• YOUR INSTRUCTIONS: Using the records that appear below, write out exactly the lines from the one with "ctx.lineWidth = width;" through the one with "M639 70H709L702 96 736 112 732 119 676 86Z", keeping both end lines.
□ □ □ □
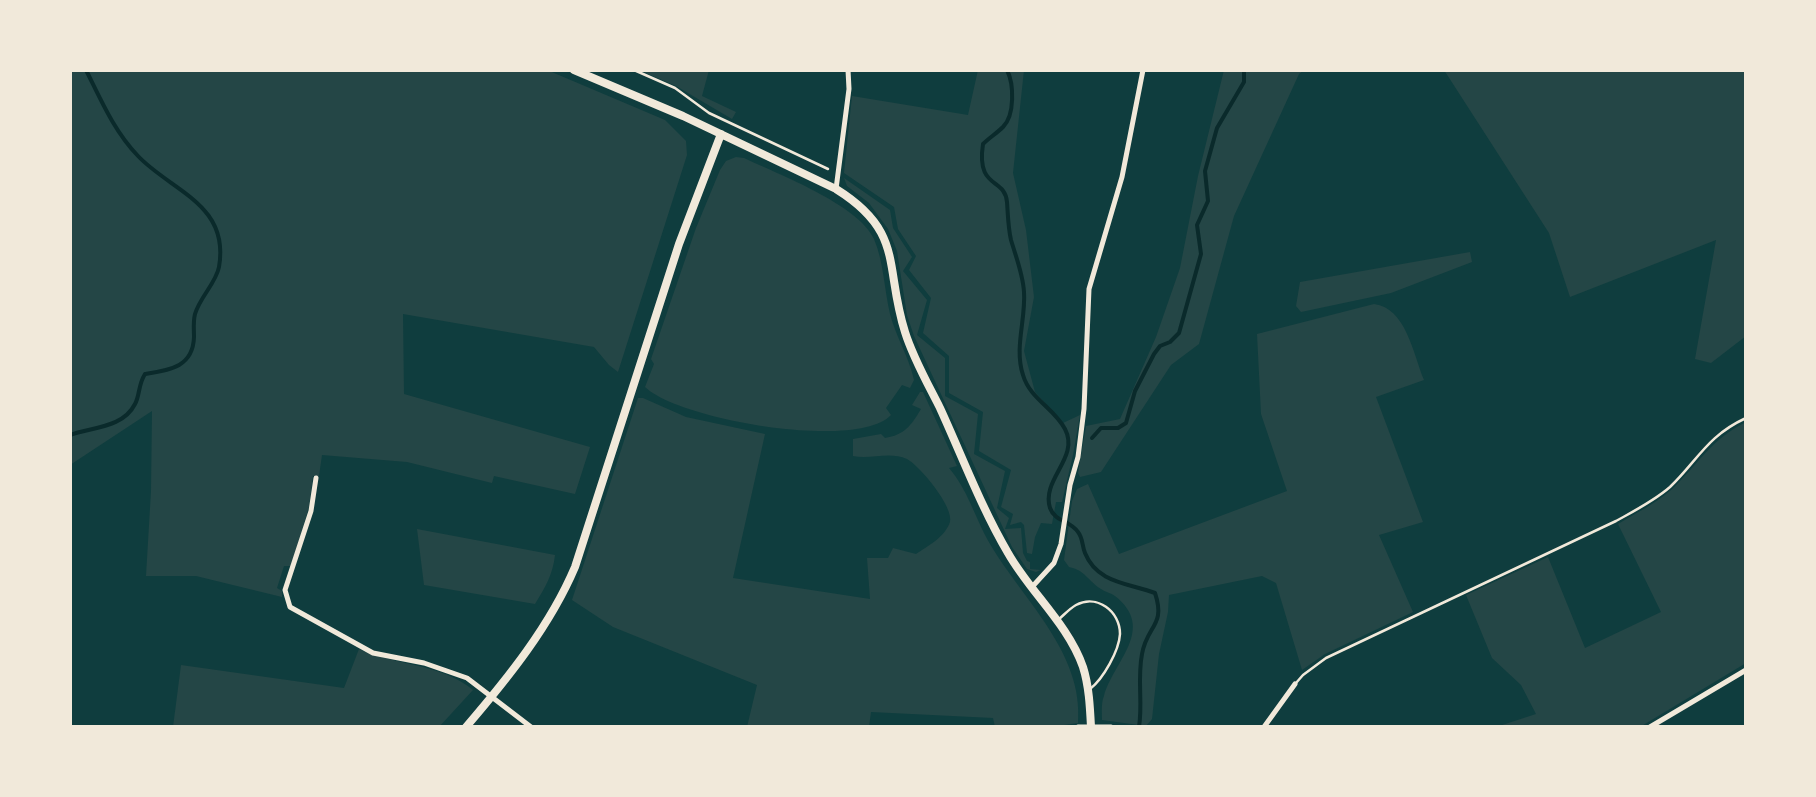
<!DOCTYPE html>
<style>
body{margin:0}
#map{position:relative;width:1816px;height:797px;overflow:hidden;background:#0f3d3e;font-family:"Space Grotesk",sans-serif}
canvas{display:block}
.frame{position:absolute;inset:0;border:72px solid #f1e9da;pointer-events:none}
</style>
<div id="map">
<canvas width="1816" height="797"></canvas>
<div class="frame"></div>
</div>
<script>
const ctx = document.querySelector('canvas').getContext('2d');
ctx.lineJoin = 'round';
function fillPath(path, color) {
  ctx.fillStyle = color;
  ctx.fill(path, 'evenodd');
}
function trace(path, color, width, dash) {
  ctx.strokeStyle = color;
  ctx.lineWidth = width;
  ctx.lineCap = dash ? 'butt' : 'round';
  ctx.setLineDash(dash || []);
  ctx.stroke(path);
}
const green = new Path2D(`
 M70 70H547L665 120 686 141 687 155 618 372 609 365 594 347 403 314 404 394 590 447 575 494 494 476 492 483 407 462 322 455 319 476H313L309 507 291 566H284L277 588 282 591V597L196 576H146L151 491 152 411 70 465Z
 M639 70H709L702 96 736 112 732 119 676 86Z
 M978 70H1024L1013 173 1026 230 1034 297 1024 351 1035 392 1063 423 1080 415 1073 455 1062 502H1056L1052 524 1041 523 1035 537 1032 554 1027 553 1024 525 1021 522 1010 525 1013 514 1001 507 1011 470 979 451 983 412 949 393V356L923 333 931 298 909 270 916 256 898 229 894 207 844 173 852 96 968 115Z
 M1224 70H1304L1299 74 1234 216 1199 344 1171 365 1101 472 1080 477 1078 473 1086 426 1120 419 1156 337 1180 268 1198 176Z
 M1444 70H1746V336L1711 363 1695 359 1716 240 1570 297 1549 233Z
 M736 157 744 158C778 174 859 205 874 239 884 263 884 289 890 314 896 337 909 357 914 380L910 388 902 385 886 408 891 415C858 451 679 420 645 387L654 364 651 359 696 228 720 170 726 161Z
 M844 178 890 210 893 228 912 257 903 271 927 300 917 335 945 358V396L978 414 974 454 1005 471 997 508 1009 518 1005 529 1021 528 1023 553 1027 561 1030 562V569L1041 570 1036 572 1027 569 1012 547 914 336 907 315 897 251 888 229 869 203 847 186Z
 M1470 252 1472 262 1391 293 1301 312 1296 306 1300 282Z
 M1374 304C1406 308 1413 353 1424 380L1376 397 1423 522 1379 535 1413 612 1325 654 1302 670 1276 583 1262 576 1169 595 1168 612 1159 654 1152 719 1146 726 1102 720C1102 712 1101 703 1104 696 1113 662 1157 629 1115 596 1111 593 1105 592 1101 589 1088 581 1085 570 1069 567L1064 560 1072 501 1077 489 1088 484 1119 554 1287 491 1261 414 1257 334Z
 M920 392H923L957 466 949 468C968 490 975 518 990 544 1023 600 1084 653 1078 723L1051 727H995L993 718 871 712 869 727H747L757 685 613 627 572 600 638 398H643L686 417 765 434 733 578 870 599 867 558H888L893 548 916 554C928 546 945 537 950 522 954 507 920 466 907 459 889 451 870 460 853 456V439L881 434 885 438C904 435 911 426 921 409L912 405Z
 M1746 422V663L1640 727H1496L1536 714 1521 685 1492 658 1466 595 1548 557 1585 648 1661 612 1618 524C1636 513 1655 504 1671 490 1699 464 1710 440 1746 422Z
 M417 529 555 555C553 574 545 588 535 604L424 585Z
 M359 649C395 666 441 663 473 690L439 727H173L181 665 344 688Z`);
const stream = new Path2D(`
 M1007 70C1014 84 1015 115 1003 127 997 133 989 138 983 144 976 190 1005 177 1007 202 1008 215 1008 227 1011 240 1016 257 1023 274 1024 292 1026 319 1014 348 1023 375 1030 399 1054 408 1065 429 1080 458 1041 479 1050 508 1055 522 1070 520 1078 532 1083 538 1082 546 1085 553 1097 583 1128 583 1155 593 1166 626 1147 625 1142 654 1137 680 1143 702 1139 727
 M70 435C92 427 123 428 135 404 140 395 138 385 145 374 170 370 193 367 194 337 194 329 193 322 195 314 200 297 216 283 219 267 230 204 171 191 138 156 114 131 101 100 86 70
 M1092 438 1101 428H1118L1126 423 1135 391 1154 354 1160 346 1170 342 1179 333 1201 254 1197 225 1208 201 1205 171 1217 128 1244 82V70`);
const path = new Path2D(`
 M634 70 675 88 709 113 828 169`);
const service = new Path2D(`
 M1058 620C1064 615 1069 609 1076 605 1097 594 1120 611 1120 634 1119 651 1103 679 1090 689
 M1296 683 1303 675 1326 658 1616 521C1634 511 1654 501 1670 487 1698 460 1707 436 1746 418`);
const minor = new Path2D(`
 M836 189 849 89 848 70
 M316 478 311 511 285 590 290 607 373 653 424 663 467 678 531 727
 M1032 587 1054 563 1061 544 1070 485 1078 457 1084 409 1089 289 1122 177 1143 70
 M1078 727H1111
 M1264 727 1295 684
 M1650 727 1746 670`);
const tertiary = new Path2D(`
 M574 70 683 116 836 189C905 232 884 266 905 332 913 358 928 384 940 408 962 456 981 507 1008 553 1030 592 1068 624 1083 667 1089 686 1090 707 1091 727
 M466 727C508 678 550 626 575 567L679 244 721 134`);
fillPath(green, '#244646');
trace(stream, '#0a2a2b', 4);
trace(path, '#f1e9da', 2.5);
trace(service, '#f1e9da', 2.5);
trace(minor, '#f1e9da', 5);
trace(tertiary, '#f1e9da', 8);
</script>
□ □ □ □
• RESULT OF THE EXERCISE:
  ctx.lineWidth = width;
  ctx.lineCap = dash ? 'butt' : 'round';
  ctx.setLineDash(dash || []);
  ctx.stroke(path);
}
const green = new Path2D(`
 M70 70H547L665 120 686 141 687 155 618 372 609 365 594 347 403 314 404 394 590 447 575 494 494 476 492 483 407 462 322 455 319 476H313L309 507 291 566H284L277 588 282 591V597L196 576H146L151 491 152 411 70 465Z
 M639 70H709L702 96 736 112 732 119 676 86Z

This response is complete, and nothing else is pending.